▸ **WHAT THIS TASK INVOLVES**: Can you copy out the data exactly? Leave the images out.

▸ **Stored items**:

-- Opening Marker --

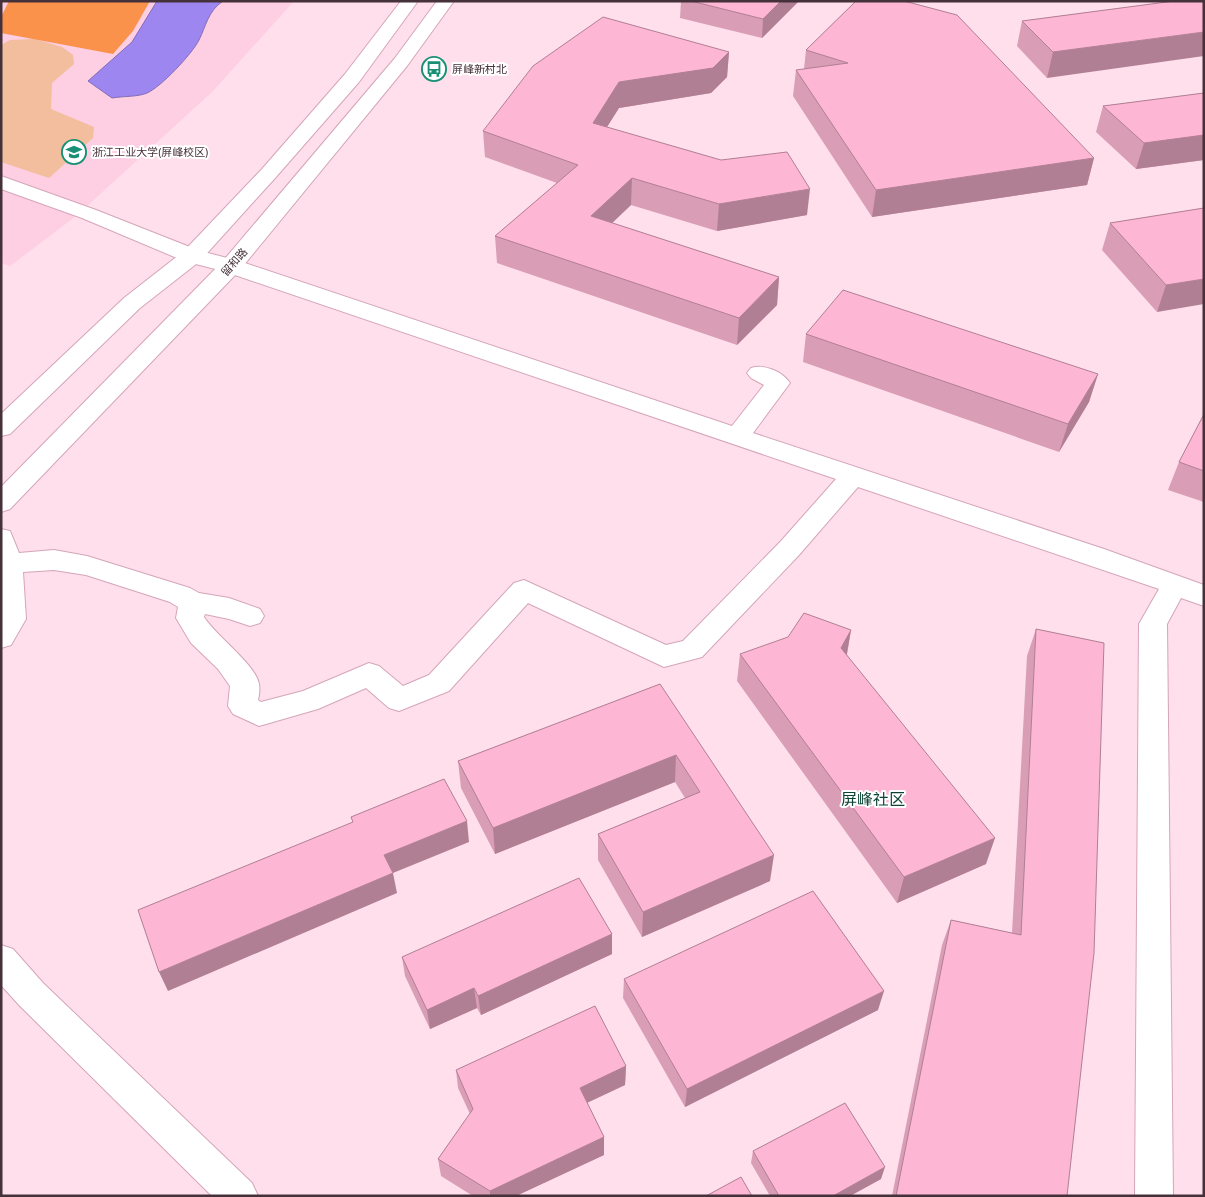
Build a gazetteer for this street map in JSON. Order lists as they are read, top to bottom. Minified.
{"streets":{"street":["留和路"]},"districts":["屏峰社区"],"places":{"bus stop":["屏峰新村北"],"school or university":["浙江工业大学(屏峰校区)"]}}
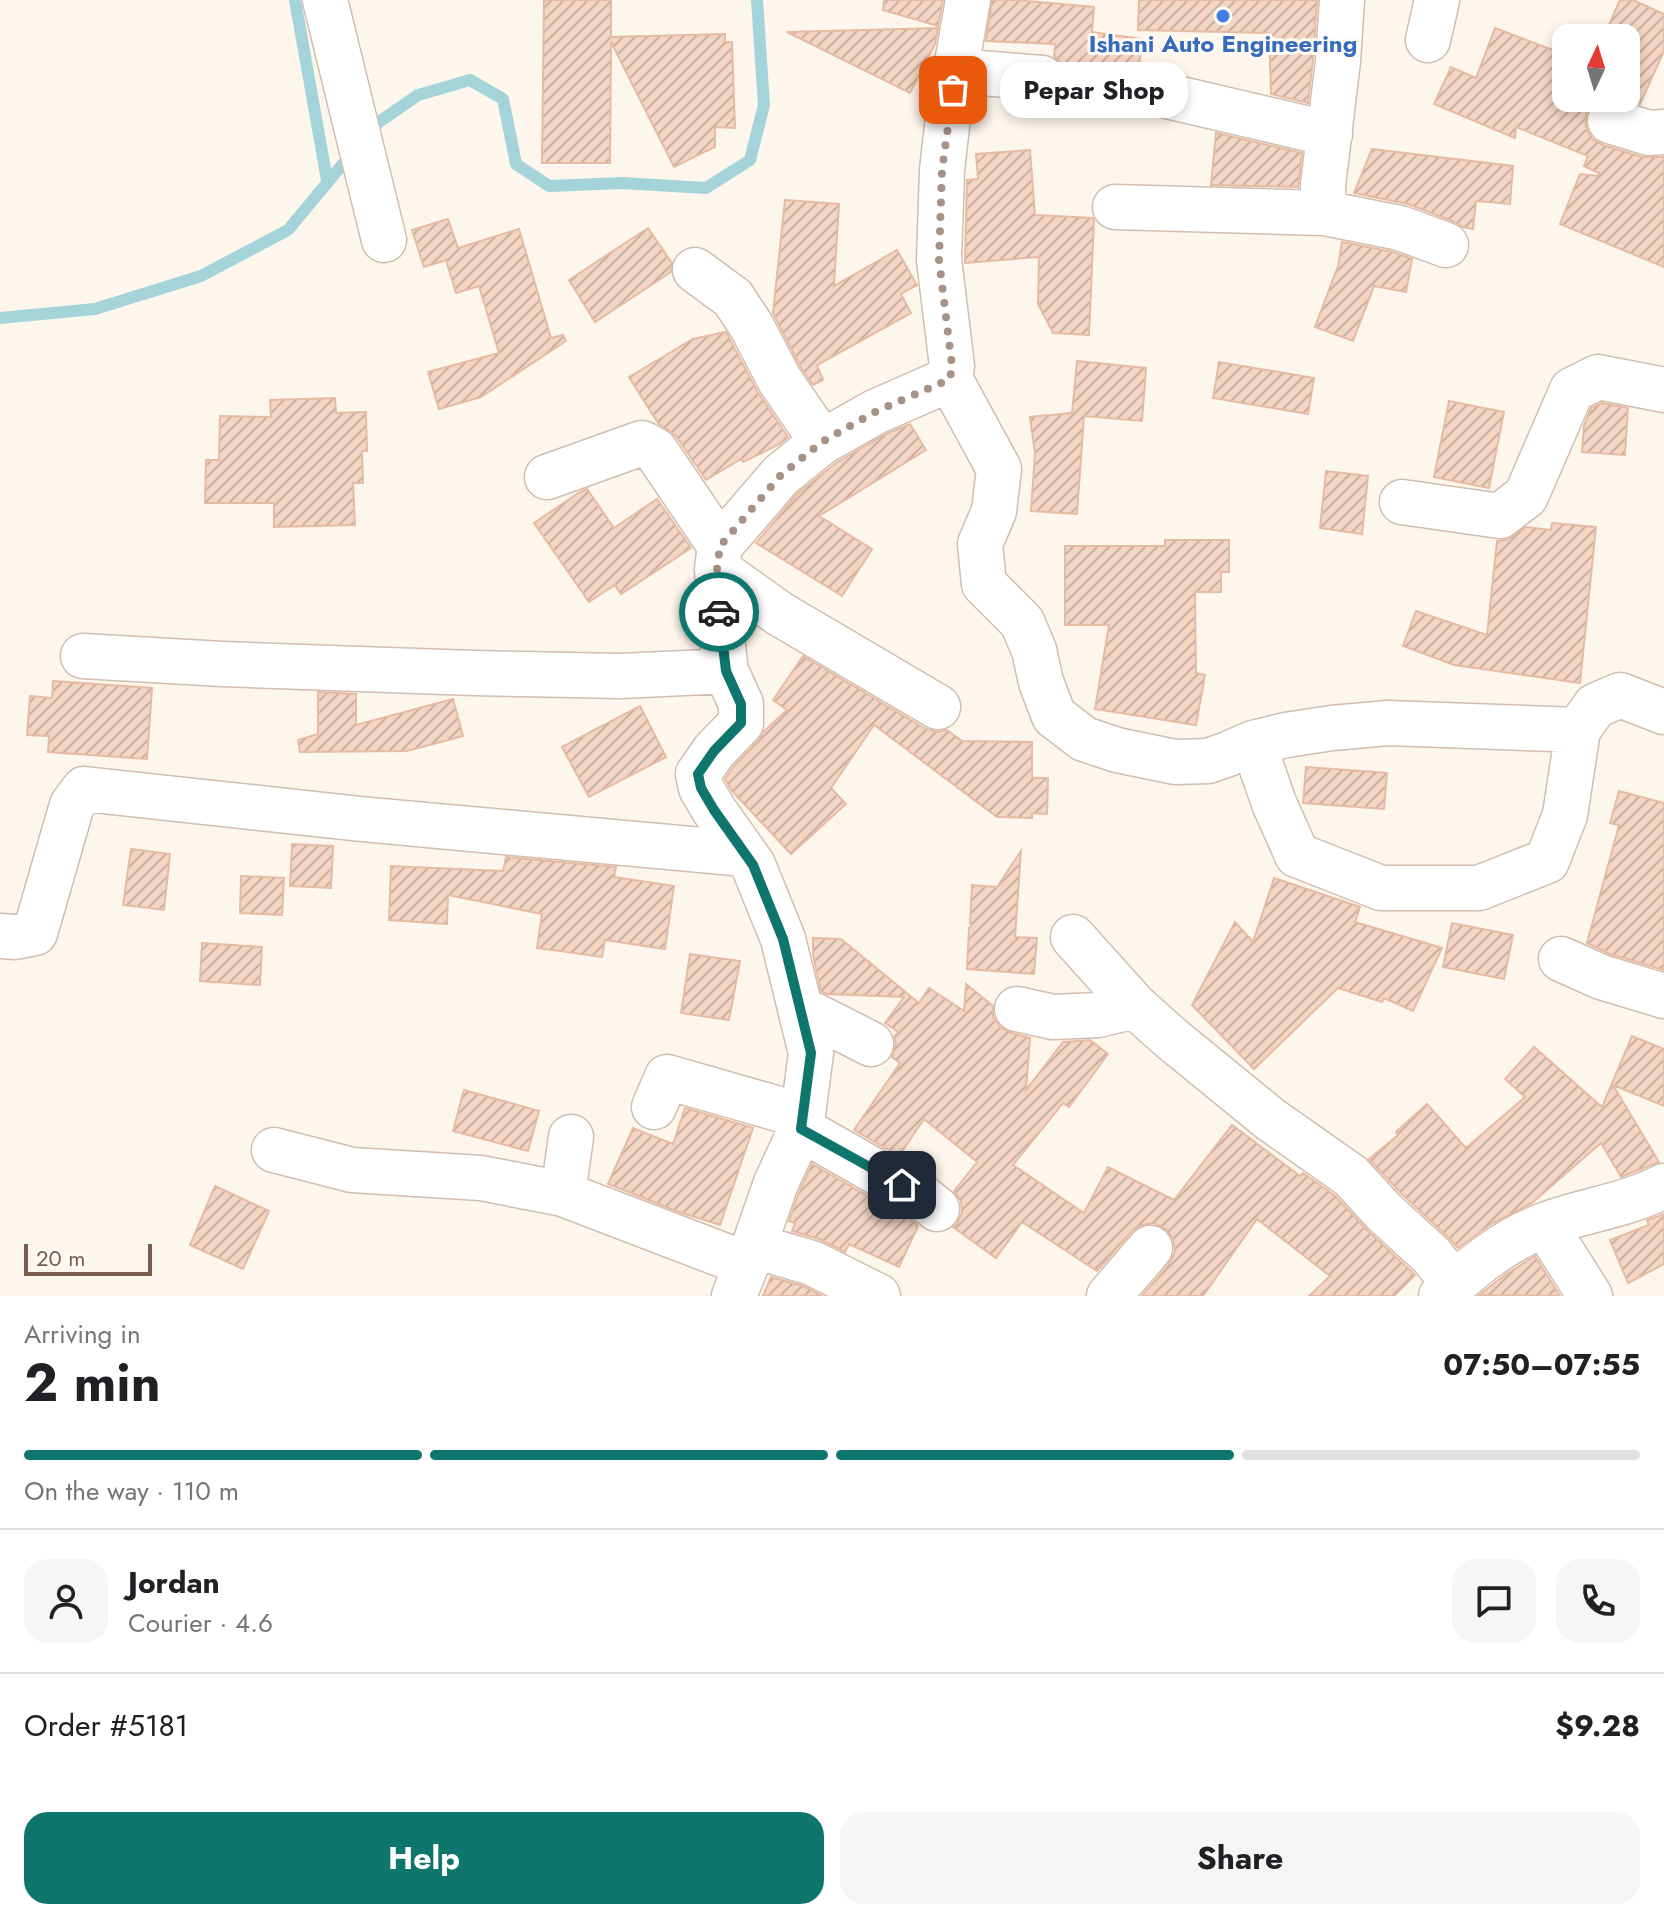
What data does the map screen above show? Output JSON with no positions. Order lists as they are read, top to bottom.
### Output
{
  "places": ["Ishani Auto Engineering", "Pepar Shop"],
  "scale_bar": "20 m",
  "north": "top",
  "page": {
    "bubble": "Pepar Shop",
    "scale": "20 m",
    "heading": ["2 min", "Arriving in", "07:50–07:55"],
    "panel": [
      "Jordan",
      "Courier · 4.6",
      "Order #5181",
      "$9.28"
    ],
    "bar": "On the way · 110 m",
    "buttons": ["Help", "Share"]
  }
}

-- Closing Marker --

▸ **RESPONSE AREA**:
Build a gazetteer for this street map in JSON. Order lists as they are read, top to bottom. Minified.
{"streets":{"street":["留和路"]},"districts":["屏峰社区"],"places":{"bus stop":["屏峰新村北"],"school or university":["浙江工业大学(屏峰校区)"]}}
What data does the map screen above show? Output JSON with no positions. Order lists as they are read, top to bottom.
### Output
{
  "places": ["Ishani Auto Engineering", "Pepar Shop"],
  "scale_bar": "20 m",
  "north": "top",
  "page": {
    "bubble": "Pepar Shop",
    "scale": "20 m",
    "heading": ["2 min", "Arriving in", "07:50–07:55"],
    "panel": [
      "Jordan",
      "Courier · 4.6",
      "Order #5181",
      "$9.28"
    ],
    "bar": "On the way · 110 m",
    "buttons": ["Help", "Share"]
  }
}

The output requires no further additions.